_Work required_.
Report, from the records below, every line where the word "streets" appears.

Extracted data entries:
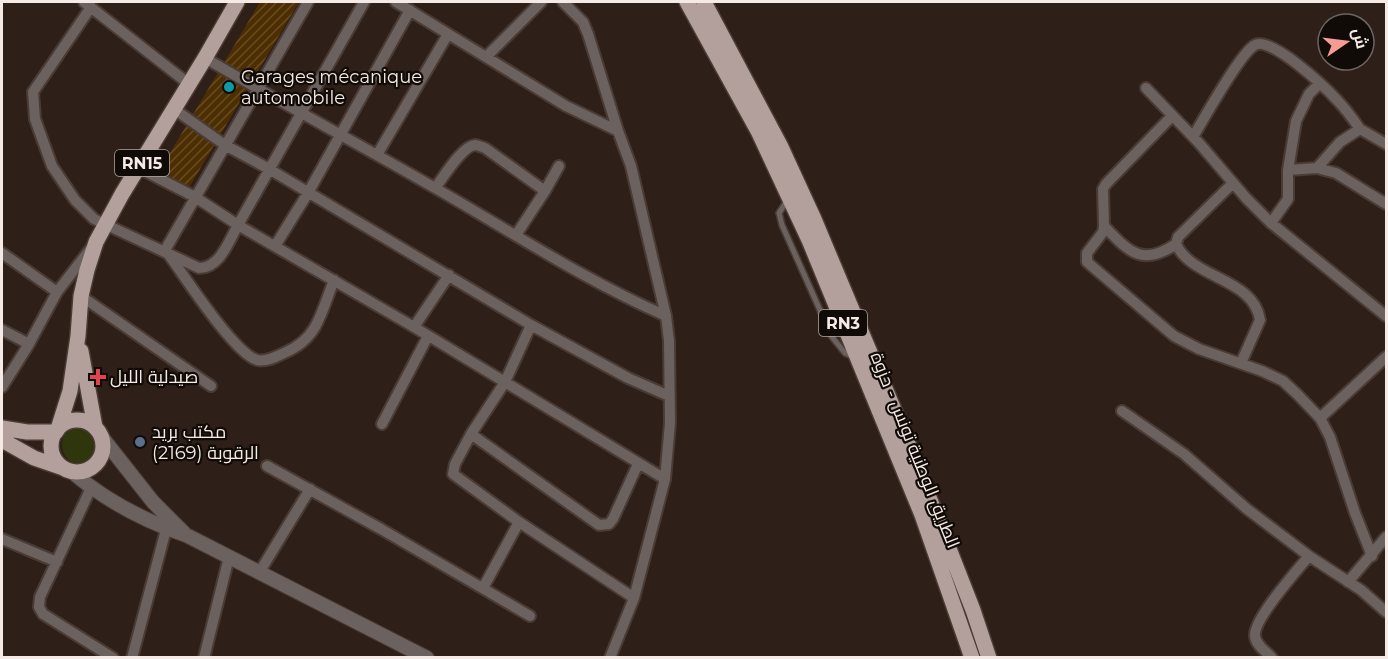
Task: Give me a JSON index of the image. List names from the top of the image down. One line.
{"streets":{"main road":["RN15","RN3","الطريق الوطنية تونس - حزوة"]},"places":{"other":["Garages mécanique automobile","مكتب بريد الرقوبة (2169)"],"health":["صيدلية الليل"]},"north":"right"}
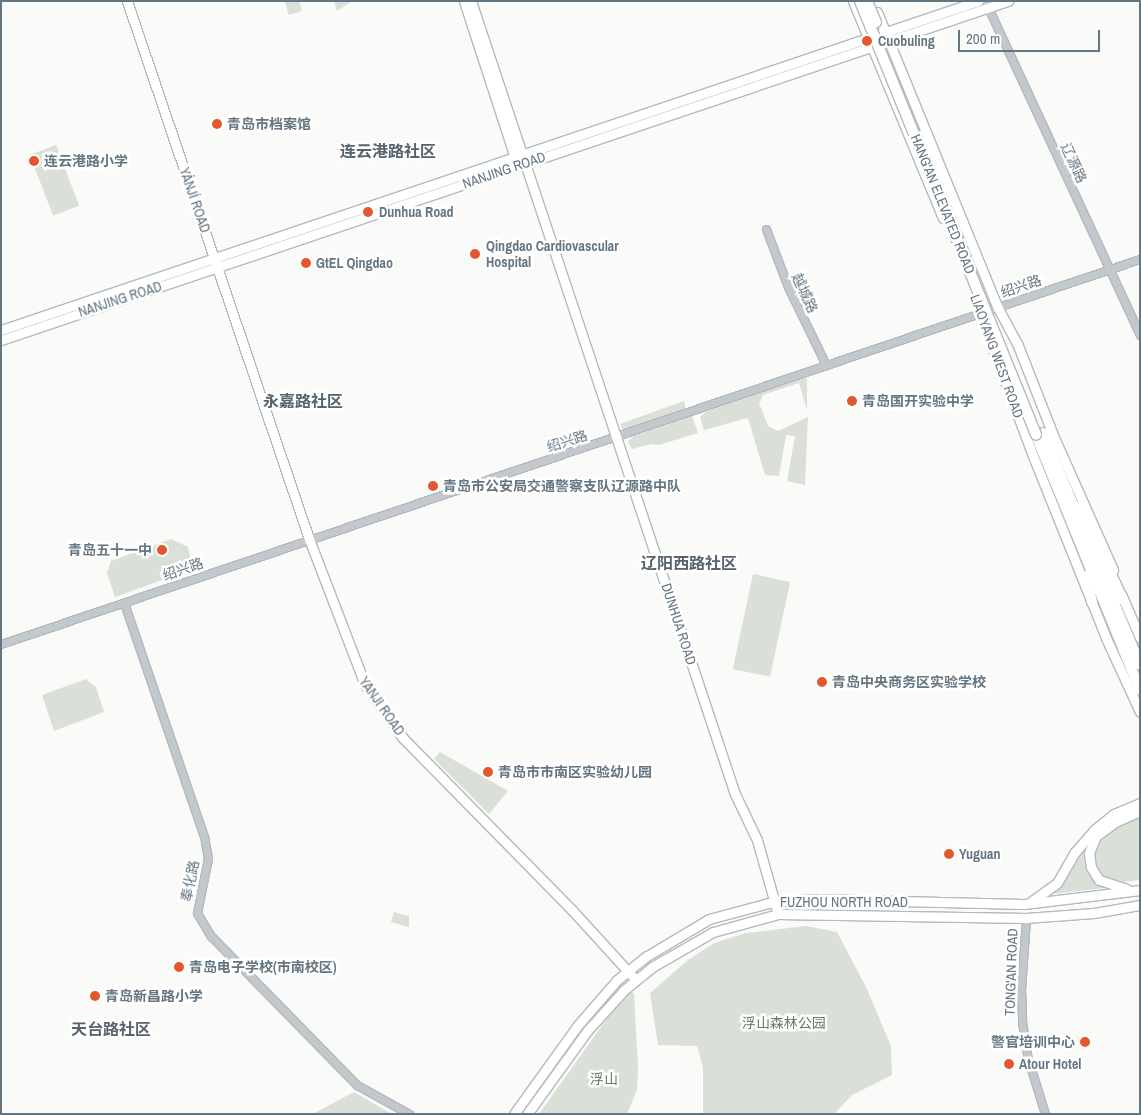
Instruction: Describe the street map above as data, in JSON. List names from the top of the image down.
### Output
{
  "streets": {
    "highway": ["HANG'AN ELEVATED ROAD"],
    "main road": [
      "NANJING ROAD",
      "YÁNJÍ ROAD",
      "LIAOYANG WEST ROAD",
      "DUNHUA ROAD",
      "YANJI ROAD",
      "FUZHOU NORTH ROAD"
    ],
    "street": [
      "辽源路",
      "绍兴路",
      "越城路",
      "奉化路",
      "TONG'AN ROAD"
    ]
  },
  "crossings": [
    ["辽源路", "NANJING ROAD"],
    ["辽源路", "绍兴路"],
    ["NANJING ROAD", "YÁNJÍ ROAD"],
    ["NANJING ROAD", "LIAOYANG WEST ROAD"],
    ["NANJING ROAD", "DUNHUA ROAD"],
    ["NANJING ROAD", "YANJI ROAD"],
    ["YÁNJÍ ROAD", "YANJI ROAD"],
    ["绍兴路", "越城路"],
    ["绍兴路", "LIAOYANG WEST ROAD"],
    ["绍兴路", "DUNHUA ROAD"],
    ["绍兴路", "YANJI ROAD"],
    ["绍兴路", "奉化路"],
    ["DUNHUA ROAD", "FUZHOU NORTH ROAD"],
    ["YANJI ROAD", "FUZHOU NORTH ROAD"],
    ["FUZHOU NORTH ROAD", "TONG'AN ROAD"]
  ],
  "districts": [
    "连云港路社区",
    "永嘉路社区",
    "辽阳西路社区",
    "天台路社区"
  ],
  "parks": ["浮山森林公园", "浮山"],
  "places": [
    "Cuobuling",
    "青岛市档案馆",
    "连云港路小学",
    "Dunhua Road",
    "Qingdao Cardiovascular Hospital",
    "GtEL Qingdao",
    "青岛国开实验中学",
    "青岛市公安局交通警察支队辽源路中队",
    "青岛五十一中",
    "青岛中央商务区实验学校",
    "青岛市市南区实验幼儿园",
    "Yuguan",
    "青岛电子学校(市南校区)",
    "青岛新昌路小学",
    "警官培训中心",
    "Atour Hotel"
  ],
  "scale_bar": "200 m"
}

_Task solution_.
{"streets":{"main road":["RN15","RN3","الطريق الوطنية تونس - حزوة"]},"places":{"other":["Garages mécanique automobile","مكتب بريد الرقوبة (2169)"],"health":["صيدلية الليل"]},"north":"right"}
  "streets": {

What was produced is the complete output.